It is clear however that users intend for their profiles to not be public. A large number of users have gone to the effort to restrict who can view their profiles, but many, unfortunately, remain exposed to a trivial attack.

The Attack

The attack is very simple. For a specific target, one must simply issue an advanced query for the user's name, and any attribute of the profile that one wishes to search.

For example, I've created a new profile in the name of "Chris Privacy Soghoian", who is socially conservative, a Catholic and lives in London, England. His profile privacy has been set so that only his friends may see his profile. Random strangers should not be able to learn anything about the profile - they cannot click on it or view the profile's information.

By issuing an advanced search request for Name: "Chris Privacy Soghoian" and Religion: "Christian - Catholic", one can learn if the profile for that user has listed Catholicism as his religion. Note: To be able to find this profile, you need to be signed in to a facebook account that is a member of the London, UK network. Anyone can join this and other geography based networks, but you must do so first before searching.

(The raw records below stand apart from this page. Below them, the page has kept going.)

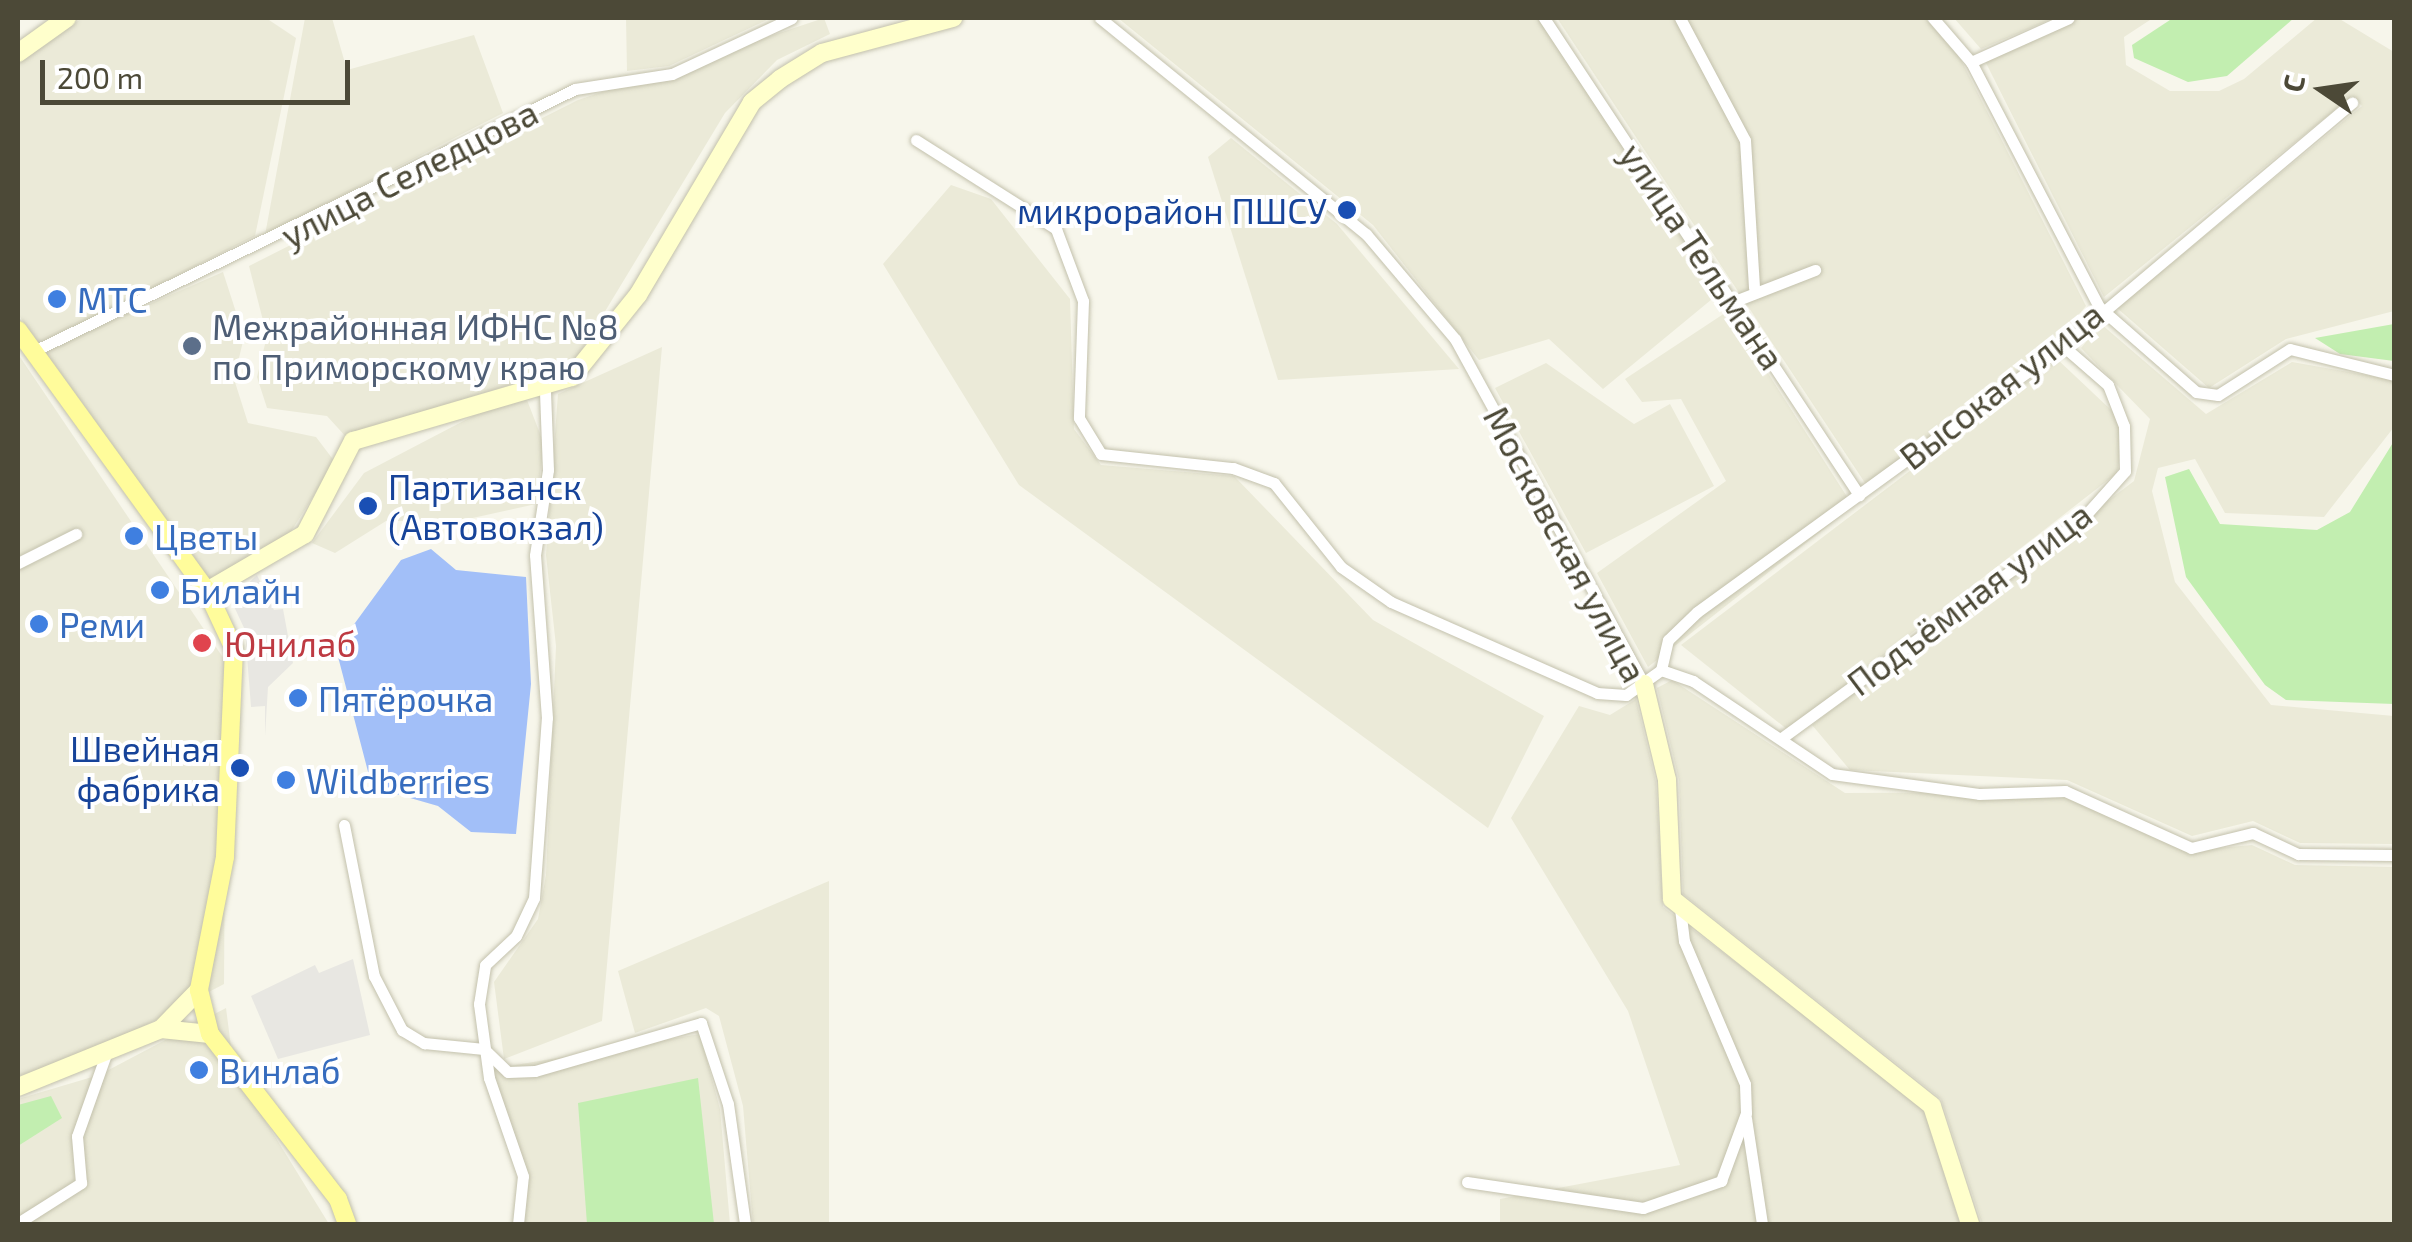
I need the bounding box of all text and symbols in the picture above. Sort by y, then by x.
scale bar [45,40,355,102]
north arrow [2272,40,2372,140]
text: 200 m [57,59,143,95]
text: С [2274,71,2311,95]
street label: улица Селедцова [274,90,544,256]
street label: улица Тельмана [1612,135,1794,377]
place label: микрорайон ПШСУ [1017,189,1327,231]
marker: микрорайон ПШСУ [1336,199,1358,221]
place label: МТС [77,278,147,320]
marker: МТС [46,288,68,310]
street label: Высокая улица [1891,293,2111,477]
place label: Межрайонная ИФНС №8 по Приморскому краю [212,305,619,387]
marker: Межрайонная ИФНС №8 по Приморскому краю [181,335,203,357]
street label: Московская улица [1476,399,1656,689]
place label: Партизанск (Автовокзал) [388,465,604,547]
street label: Подъёмная улица [1839,493,2099,703]
marker: Партизанск (Автовокзал) [357,495,379,517]
place label: Цветы [154,515,258,557]
marker: Цветы [123,525,145,547]
place label: Билайн [180,569,301,611]
marker: Билайн [149,579,171,601]
place label: Реми [59,603,145,645]
marker: Реми [28,613,50,635]
place label: Юнилаб [224,622,356,664]
marker: Юнилаб [189,630,215,656]
place label: Пятёрочка [318,677,493,719]
marker: Пятёрочка [287,687,309,709]
place label: Швейная фабрика [70,727,220,809]
marker: Швейная фабрика [229,757,251,779]
place label: Wildberries [306,759,490,801]
marker: Wildberries [275,769,297,791]
place label: Винлаб [219,1049,341,1091]
marker: Винлаб [188,1059,210,1081]

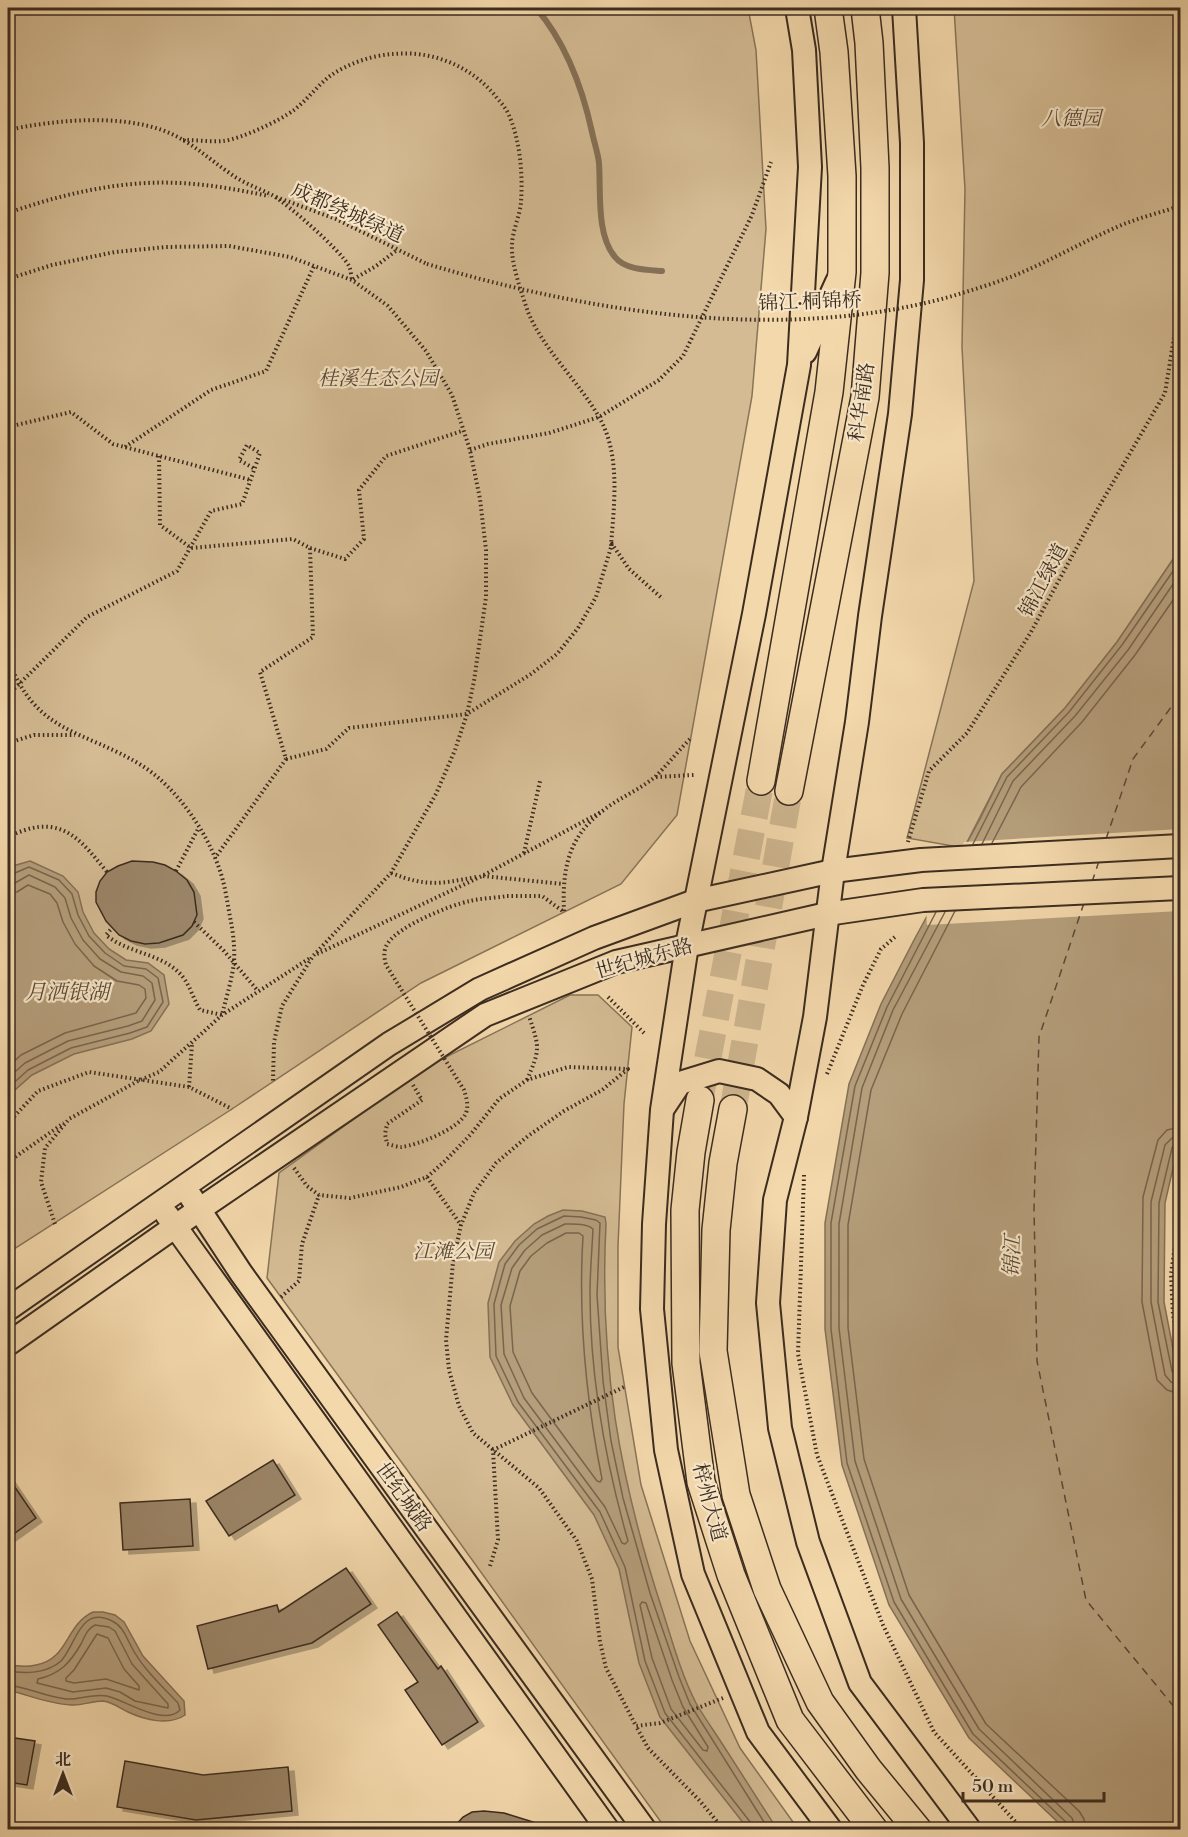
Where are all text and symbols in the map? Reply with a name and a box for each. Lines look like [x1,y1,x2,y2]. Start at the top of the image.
park label: 八德园 [1041,107,1104,132]
street label: 成都绕城绿道 [287,178,407,249]
street label: 锦江·桐锦桥 [758,288,862,317]
street label: 科华南路 [845,361,880,444]
park label: 桂溪生态公园 [318,367,441,392]
street label: 锦江绿道 [1015,540,1074,622]
street label: 世纪城东路 [593,934,696,985]
water label: 月洒银湖 [25,980,113,1006]
water label: 锦江 [999,1232,1027,1277]
park label: 江滩公园 [413,1240,496,1265]
street label: 世纪城路 [369,1458,436,1538]
street label: 梓州大道 [686,1461,731,1544]
north arrow [33,1744,93,1804]
text: 北 [55,1750,71,1770]
scale bar [963,1765,1104,1803]
text: 50 m [972,1775,1014,1798]

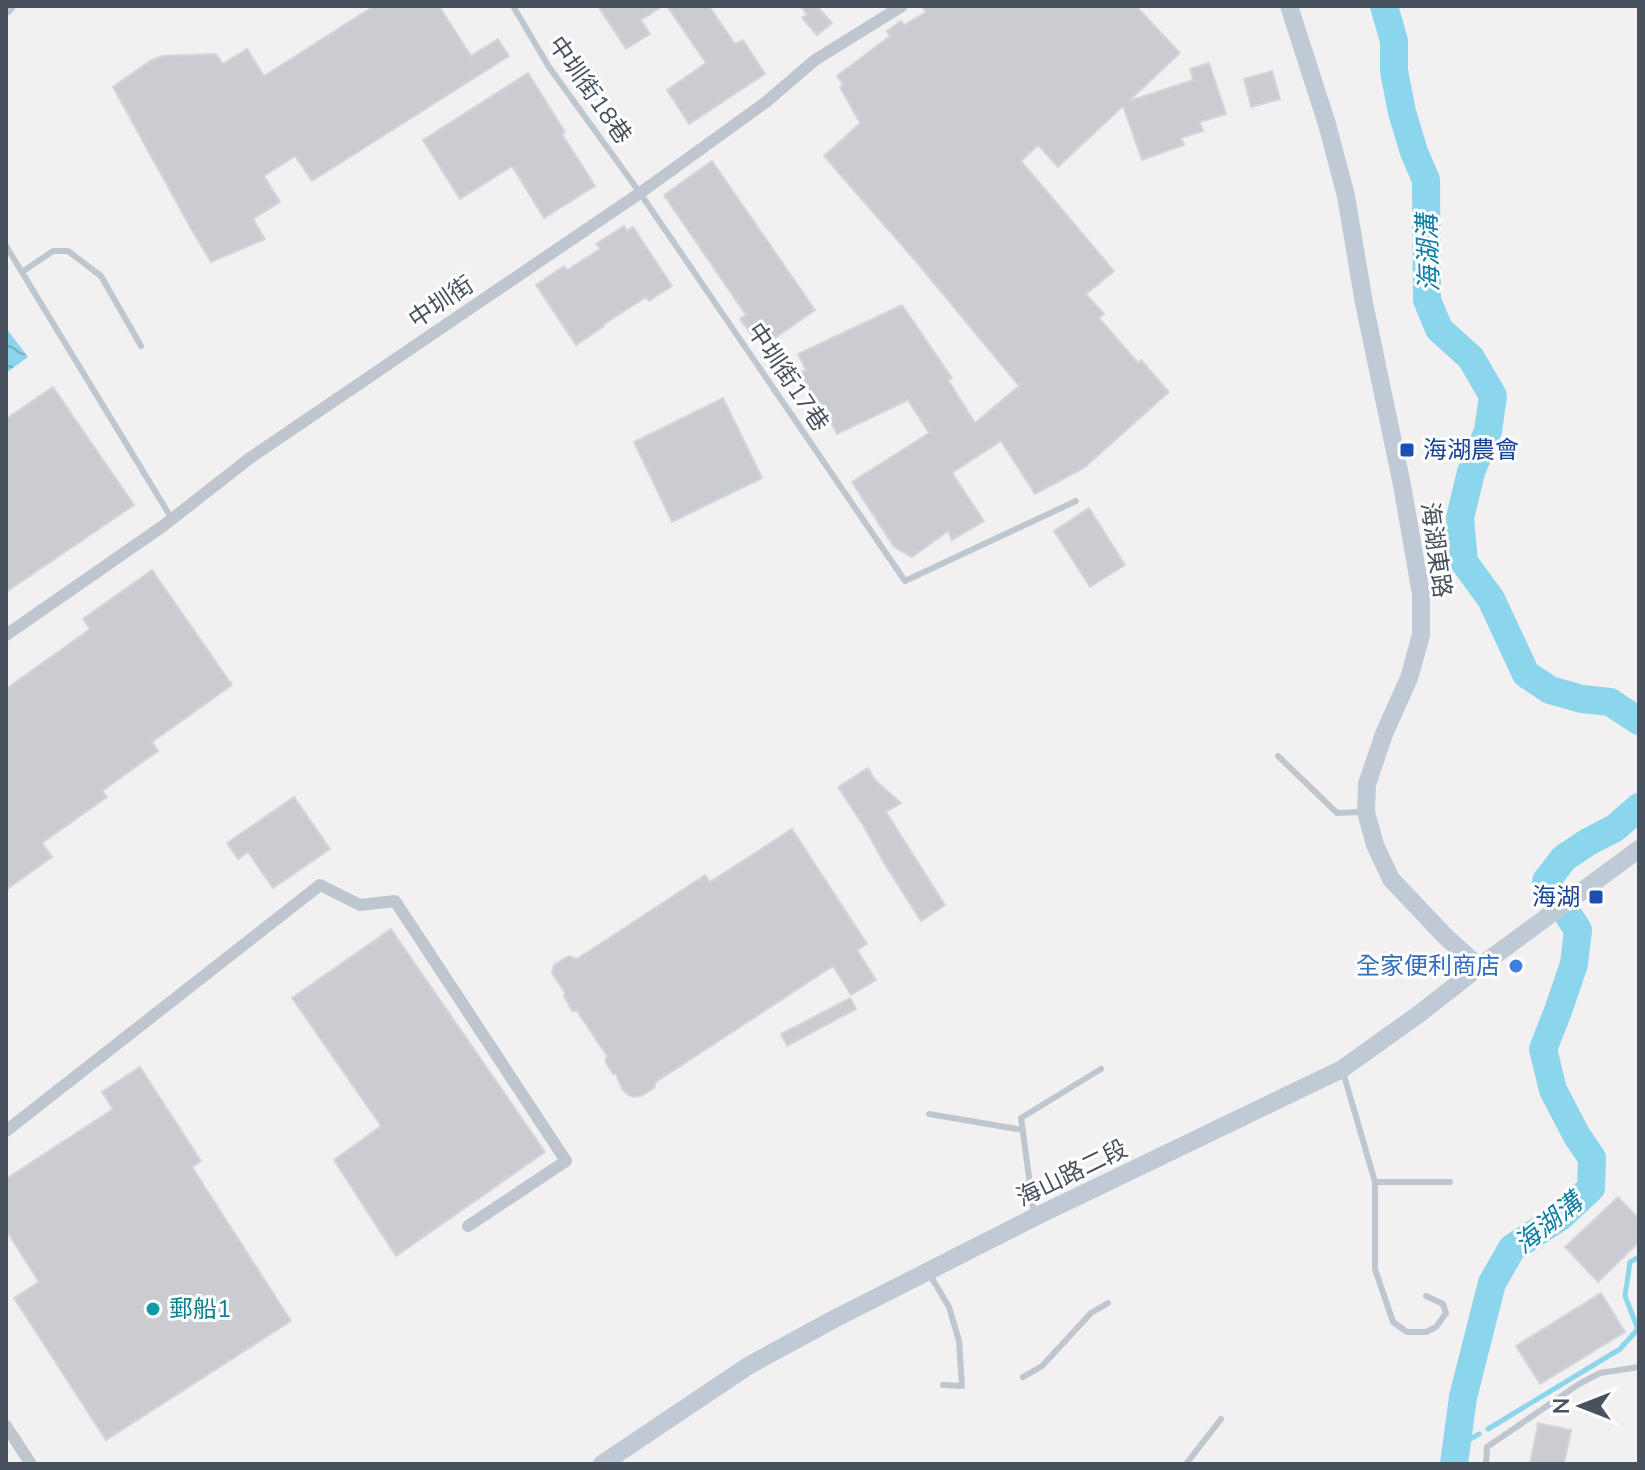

If a profile is returned for the search terms requested, one can be sure that the user in question has the relevant information in his profile. It is also easy to see that the profile has been set to private, as the user's name is in black un-clickable text.

Likewise, a similar search for Chris Privacy Soghoian/Buddhist would come back with no results.

This shows how easy it is to learn confidential information that users believe that random strangers cannot learn when they have set their profile to be private/friends-only.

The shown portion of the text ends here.